Robert, it is amazing how far solr has come with Drupal in the last 2 years. I started researching this back at the open source CMS conference at Yahoo! and you had also just begun to work on this. I gave up and you didn't so thank you. Wish I was more of a developer I guess.

Anyhow, your outsourced solr hosting is a fantastic idea. Eased the implementation process greatly for those who can't do Tomcat, etc.

Again, thank you.

1) Using horse height as a

Posted on June 15, 2009 - 3:44pm by Paul Birnie.
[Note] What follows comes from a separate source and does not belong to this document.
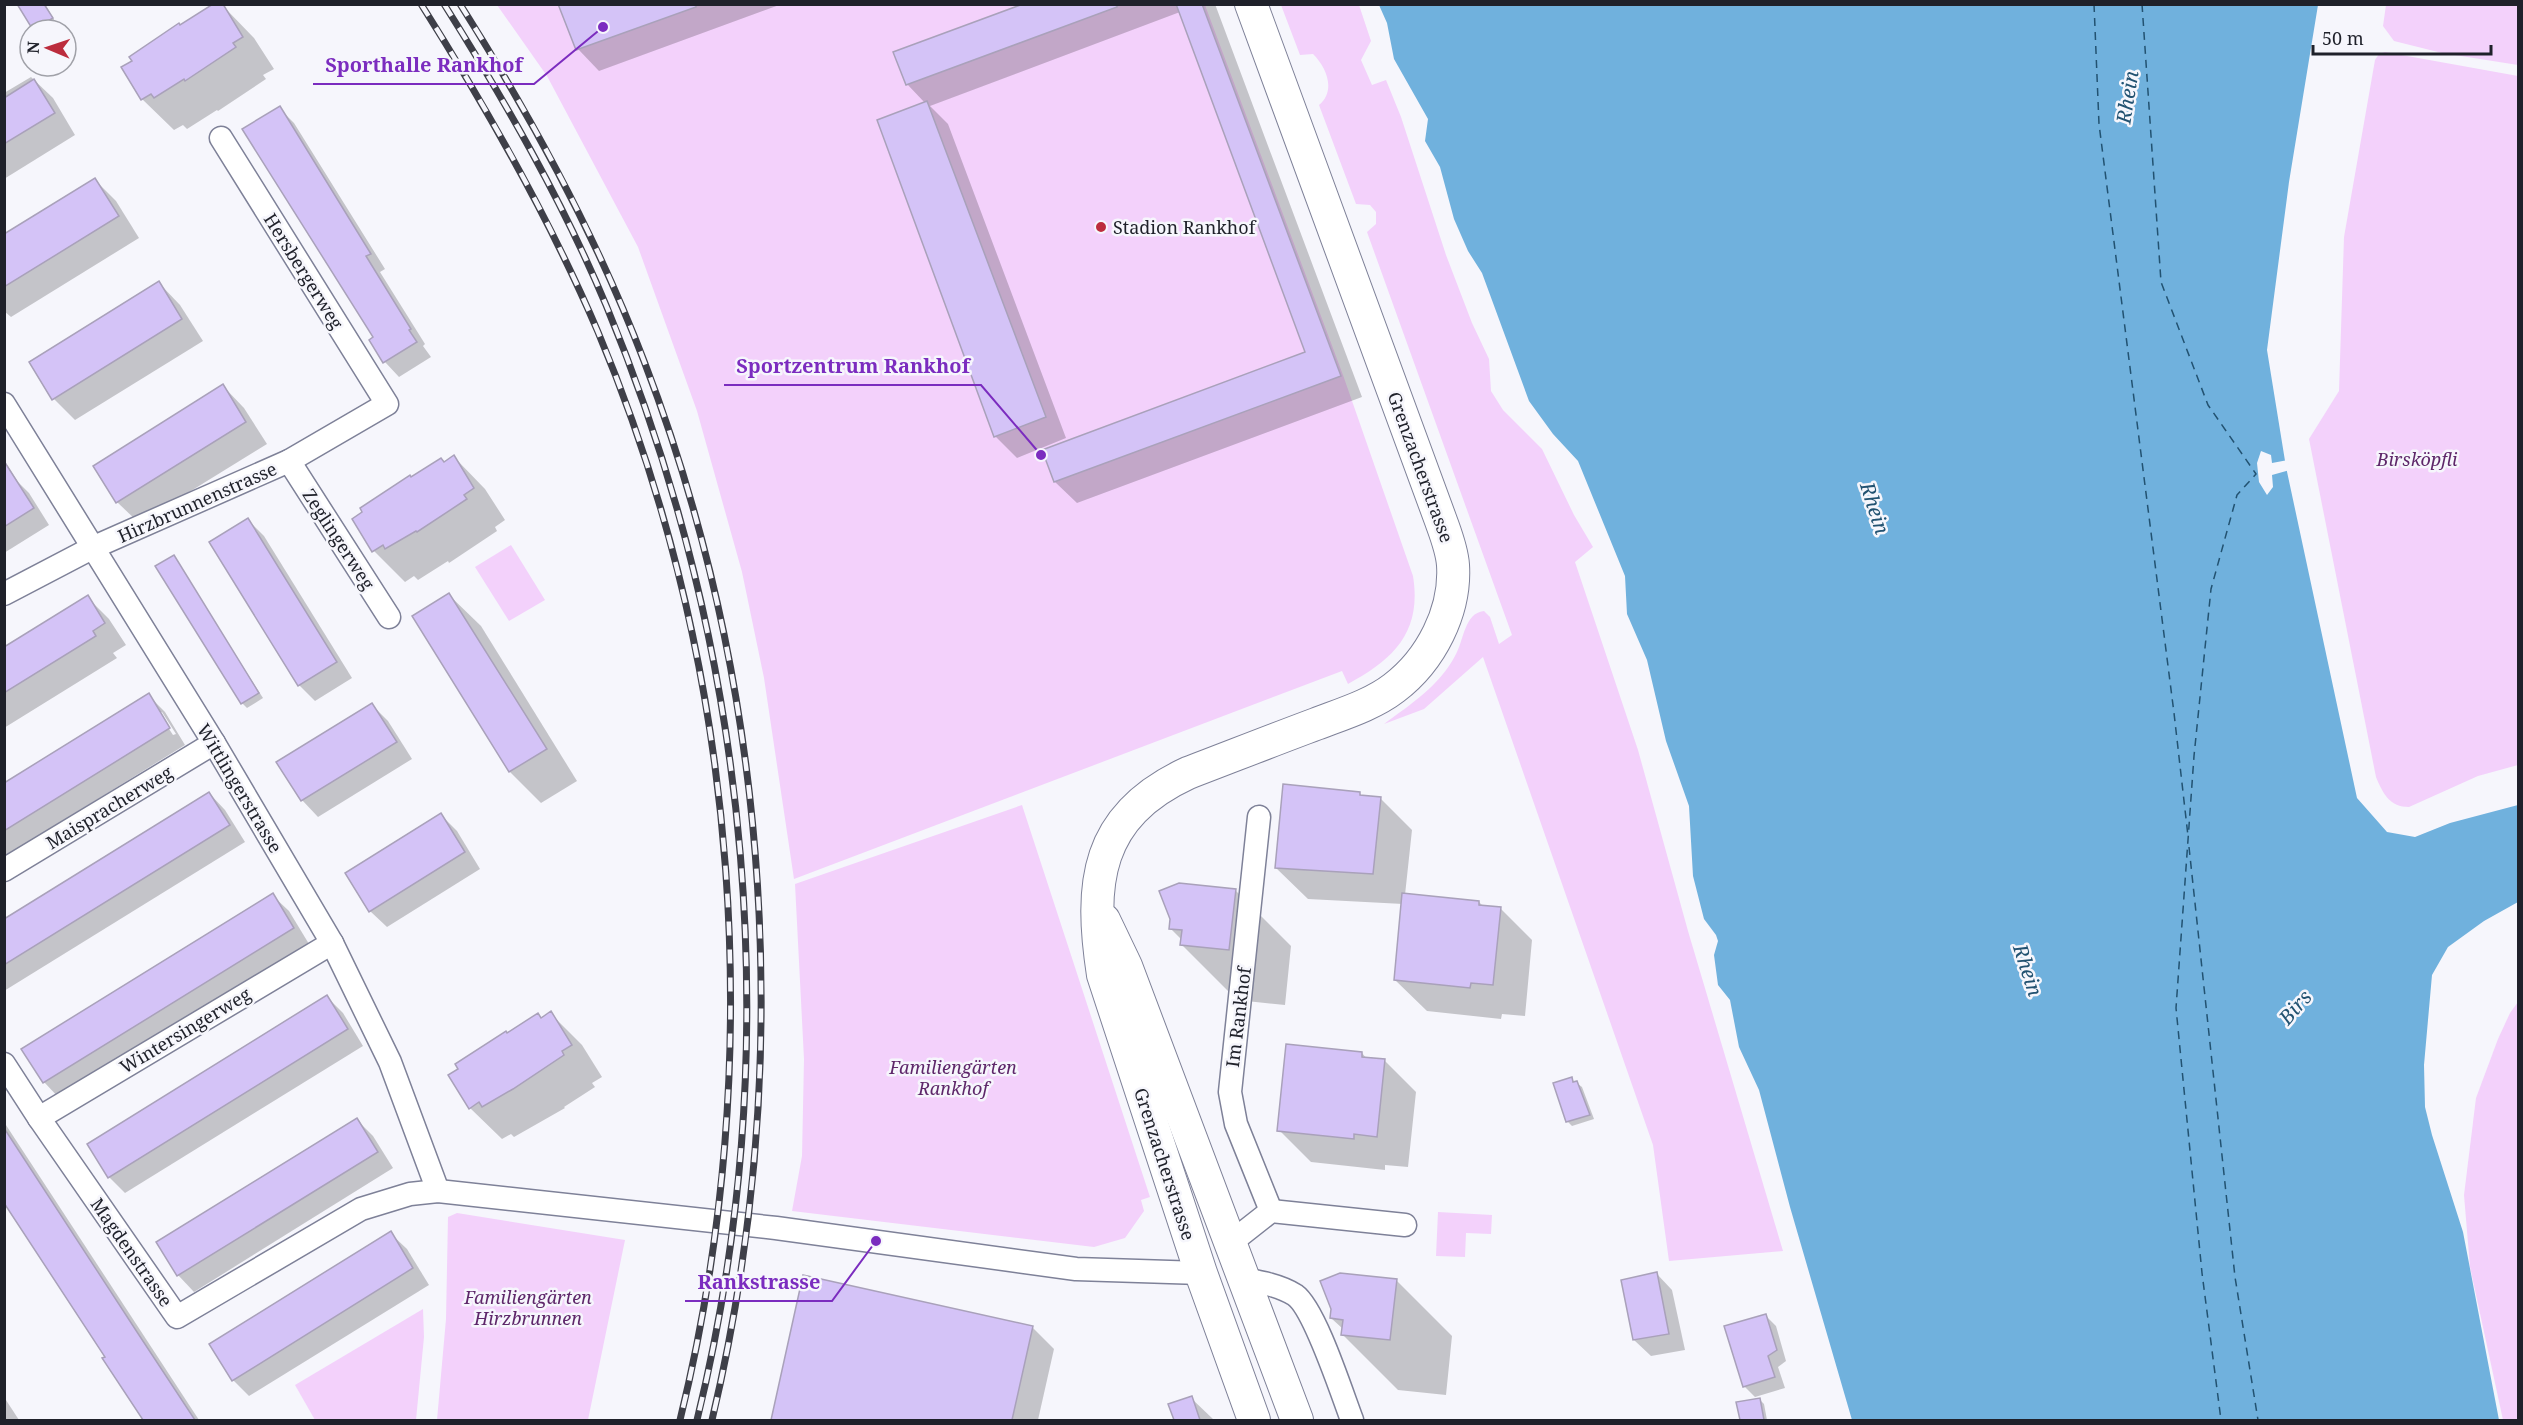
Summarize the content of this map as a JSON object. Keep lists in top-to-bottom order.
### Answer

1) Using horse height as a facet example (please these comments are from my first drupal-solr project - so please feel free to correct) - a simpler way to create a custom facet rather than use the above function is to

* define a new text field - say called field_horseheight_class (assuming your actual horse height is stored in field_horseheight)
* and in the drupal GUI define the 'possible values' eg: 'Upto 12 hands', '12-14 hands'
* At the point where your are creating / updating the node - you can

        // ------         
        $horseheightClass =  'Upto 12 hands';
       
        if ( $node->field_horseheight < 12 ){
           
            $horseheightClass =  'Upto 12 hands';   
        }
        else if ( $node->field_horseheight >= 12 && $node->field_horseheight <= 14 ){
           
            $horseheightClass =  '12-14 hands';
        }
...
       $node->field_horseheight_class = array( '0' => array( 'value'  => $horseheightClass));

* set the widget type for the field_horseheight_class as "check box/radio buttons" the apachesolr config pannel will automatically display the option to enable this as a facet

2) You may want to look at apachesolr_og module - its a nice example on how to create your own facet (and not use the apachesolr_cck_field_mappings function above ) - (simply cut and paste the apachesolr_og class and replace with your values)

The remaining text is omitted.